_Records for the exercise_.
☆ ☆ ☆ ☆ ☆

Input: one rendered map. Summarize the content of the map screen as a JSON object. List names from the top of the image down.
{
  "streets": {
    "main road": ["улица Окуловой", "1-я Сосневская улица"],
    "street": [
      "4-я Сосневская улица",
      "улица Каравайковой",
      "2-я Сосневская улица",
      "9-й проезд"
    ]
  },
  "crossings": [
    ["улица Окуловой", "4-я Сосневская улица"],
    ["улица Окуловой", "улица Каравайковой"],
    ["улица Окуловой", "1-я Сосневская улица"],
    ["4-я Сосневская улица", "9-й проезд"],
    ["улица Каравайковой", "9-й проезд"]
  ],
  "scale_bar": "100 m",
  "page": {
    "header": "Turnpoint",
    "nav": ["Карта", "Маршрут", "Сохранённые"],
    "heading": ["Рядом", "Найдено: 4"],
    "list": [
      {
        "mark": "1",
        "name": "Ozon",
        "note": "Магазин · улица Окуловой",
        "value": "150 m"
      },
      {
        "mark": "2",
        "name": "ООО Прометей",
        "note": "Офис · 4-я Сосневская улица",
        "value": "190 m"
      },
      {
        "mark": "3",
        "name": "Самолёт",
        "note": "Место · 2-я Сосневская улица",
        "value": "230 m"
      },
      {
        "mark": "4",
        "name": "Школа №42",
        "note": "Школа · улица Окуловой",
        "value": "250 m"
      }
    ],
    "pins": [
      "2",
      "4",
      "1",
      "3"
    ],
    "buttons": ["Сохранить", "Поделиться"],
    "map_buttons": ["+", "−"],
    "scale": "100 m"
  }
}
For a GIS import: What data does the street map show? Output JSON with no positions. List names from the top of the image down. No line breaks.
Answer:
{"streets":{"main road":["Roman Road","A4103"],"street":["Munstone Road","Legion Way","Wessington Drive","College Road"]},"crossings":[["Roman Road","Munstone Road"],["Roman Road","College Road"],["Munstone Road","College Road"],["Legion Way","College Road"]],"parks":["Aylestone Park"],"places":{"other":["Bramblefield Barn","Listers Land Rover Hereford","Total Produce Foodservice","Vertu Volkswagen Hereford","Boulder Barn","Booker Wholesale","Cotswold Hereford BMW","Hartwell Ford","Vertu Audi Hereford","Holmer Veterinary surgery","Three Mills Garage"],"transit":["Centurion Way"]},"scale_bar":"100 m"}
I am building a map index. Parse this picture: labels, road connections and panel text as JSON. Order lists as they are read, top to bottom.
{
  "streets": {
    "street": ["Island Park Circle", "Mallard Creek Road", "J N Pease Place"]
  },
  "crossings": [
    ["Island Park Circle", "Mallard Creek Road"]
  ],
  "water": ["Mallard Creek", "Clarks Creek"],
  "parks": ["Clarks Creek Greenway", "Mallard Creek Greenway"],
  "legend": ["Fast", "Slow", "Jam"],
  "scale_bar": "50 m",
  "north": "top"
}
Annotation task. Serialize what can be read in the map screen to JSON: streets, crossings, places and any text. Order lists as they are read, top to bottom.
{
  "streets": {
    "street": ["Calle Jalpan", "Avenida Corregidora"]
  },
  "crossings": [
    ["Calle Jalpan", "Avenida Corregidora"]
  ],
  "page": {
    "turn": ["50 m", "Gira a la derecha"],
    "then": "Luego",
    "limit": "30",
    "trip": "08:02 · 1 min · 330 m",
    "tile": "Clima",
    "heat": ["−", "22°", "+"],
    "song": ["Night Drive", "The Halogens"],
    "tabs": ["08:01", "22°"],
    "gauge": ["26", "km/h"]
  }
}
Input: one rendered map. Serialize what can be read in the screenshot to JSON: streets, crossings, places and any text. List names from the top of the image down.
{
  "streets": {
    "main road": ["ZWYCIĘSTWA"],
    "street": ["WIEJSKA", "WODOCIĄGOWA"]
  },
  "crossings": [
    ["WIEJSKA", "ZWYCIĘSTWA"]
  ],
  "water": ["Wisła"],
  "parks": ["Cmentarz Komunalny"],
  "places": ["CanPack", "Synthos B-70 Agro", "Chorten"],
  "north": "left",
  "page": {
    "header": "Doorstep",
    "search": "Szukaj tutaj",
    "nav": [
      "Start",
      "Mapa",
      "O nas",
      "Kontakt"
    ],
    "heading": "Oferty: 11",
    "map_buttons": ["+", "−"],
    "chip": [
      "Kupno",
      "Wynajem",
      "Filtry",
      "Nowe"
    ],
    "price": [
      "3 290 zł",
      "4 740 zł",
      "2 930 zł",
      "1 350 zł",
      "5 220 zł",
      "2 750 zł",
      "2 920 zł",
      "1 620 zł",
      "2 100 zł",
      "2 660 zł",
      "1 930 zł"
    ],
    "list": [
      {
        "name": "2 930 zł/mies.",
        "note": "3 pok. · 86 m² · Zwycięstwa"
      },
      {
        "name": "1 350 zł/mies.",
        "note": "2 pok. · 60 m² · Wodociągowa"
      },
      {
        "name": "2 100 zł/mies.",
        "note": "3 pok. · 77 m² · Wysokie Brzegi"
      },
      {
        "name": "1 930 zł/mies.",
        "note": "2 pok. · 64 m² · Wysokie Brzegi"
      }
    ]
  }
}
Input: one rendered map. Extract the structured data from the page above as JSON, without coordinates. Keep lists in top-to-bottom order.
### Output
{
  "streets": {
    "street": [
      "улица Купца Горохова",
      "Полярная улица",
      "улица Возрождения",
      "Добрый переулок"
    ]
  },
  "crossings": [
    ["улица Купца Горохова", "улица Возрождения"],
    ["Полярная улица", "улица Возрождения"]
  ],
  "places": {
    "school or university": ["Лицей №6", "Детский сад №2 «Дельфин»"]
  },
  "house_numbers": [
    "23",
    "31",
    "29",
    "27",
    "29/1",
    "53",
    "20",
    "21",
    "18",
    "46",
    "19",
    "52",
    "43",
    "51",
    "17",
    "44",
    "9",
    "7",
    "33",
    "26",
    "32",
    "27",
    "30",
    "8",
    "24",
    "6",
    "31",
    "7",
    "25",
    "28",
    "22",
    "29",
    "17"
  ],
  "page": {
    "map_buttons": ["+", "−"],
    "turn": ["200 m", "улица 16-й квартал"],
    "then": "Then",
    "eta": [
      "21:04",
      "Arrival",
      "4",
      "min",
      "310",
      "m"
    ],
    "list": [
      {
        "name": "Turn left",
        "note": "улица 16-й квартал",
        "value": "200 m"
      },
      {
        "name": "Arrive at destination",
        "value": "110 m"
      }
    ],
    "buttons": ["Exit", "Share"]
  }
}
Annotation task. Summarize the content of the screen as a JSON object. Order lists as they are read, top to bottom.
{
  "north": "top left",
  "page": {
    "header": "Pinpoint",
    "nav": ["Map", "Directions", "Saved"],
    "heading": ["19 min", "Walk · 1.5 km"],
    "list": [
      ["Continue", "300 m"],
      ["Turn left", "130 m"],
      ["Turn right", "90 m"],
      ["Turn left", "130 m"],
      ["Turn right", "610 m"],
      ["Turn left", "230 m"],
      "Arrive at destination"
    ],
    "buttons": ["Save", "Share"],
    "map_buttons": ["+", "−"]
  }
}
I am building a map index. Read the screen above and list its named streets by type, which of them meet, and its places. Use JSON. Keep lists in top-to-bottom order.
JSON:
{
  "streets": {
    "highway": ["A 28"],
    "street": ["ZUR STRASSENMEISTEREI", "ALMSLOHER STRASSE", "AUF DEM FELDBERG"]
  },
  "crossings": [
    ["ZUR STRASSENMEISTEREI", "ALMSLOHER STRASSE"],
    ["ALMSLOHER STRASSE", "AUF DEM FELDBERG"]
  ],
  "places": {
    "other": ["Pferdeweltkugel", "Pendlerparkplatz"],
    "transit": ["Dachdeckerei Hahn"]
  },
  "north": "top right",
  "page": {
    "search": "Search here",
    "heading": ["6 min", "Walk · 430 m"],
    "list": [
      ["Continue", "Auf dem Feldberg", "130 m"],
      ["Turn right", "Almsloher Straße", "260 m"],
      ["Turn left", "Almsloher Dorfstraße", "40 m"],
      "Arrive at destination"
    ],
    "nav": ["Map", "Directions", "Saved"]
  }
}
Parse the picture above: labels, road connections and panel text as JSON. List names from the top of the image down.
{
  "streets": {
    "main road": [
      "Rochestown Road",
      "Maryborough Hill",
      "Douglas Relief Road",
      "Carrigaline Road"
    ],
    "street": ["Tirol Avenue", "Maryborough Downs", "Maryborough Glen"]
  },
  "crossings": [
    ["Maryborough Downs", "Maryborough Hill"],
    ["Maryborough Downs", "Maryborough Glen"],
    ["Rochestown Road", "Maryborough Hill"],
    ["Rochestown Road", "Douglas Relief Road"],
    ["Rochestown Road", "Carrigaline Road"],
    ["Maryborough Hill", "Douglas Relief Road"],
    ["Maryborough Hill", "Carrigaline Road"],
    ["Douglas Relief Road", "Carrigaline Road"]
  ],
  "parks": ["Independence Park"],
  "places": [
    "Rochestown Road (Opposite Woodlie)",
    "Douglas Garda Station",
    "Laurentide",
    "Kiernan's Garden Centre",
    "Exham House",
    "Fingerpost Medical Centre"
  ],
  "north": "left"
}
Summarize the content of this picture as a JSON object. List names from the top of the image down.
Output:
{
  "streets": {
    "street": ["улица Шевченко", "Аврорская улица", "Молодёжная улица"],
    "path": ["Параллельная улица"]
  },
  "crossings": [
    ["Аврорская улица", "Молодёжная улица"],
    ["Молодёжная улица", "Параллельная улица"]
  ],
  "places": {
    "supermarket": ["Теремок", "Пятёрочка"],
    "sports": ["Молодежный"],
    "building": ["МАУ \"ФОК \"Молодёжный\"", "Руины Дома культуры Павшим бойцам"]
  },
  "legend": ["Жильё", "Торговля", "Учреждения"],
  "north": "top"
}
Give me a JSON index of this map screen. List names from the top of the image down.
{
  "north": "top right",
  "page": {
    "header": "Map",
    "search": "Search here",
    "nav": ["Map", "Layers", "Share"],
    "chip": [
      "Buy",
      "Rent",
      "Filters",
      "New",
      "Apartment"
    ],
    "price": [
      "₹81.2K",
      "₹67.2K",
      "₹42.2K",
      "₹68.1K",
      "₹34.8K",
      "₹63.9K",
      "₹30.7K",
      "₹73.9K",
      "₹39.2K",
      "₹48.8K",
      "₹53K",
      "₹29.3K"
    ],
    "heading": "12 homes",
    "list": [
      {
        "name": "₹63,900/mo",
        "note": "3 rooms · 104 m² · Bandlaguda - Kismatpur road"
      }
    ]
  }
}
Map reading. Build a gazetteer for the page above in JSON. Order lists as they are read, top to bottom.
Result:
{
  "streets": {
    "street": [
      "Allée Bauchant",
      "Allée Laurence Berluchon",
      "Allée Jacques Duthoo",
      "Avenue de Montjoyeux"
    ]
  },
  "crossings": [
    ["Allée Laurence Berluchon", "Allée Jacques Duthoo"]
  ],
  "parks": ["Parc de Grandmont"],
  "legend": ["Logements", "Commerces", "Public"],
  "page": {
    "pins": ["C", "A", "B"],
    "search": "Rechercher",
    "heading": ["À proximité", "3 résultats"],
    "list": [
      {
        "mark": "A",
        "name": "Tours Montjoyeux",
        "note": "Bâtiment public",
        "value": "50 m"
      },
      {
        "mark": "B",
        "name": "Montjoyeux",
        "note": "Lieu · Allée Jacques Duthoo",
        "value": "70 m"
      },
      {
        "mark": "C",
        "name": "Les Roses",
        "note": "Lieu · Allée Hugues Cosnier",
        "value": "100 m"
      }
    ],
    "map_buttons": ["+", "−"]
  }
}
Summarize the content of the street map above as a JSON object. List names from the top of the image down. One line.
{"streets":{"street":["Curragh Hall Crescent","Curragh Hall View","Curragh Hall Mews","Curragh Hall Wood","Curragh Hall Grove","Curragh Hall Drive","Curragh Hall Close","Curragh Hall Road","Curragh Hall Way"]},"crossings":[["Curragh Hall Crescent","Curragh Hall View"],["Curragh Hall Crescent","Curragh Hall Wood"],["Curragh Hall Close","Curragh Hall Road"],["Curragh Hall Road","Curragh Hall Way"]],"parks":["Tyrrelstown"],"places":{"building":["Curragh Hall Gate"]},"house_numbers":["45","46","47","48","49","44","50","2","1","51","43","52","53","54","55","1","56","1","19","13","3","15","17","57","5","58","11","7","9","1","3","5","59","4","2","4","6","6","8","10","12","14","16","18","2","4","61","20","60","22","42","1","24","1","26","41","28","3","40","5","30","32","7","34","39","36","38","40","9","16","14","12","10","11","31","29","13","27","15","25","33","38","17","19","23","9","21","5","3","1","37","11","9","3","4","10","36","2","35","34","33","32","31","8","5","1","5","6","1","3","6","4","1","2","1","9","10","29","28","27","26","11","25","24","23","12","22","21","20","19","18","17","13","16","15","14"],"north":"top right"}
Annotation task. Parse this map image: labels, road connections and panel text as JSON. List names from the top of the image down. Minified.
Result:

☆ ☆ ☆ ☆ ☆

_Exercise requirements_. In the entries above, how many lines hold the word "data"? Answer with the number only.

_Result_. 2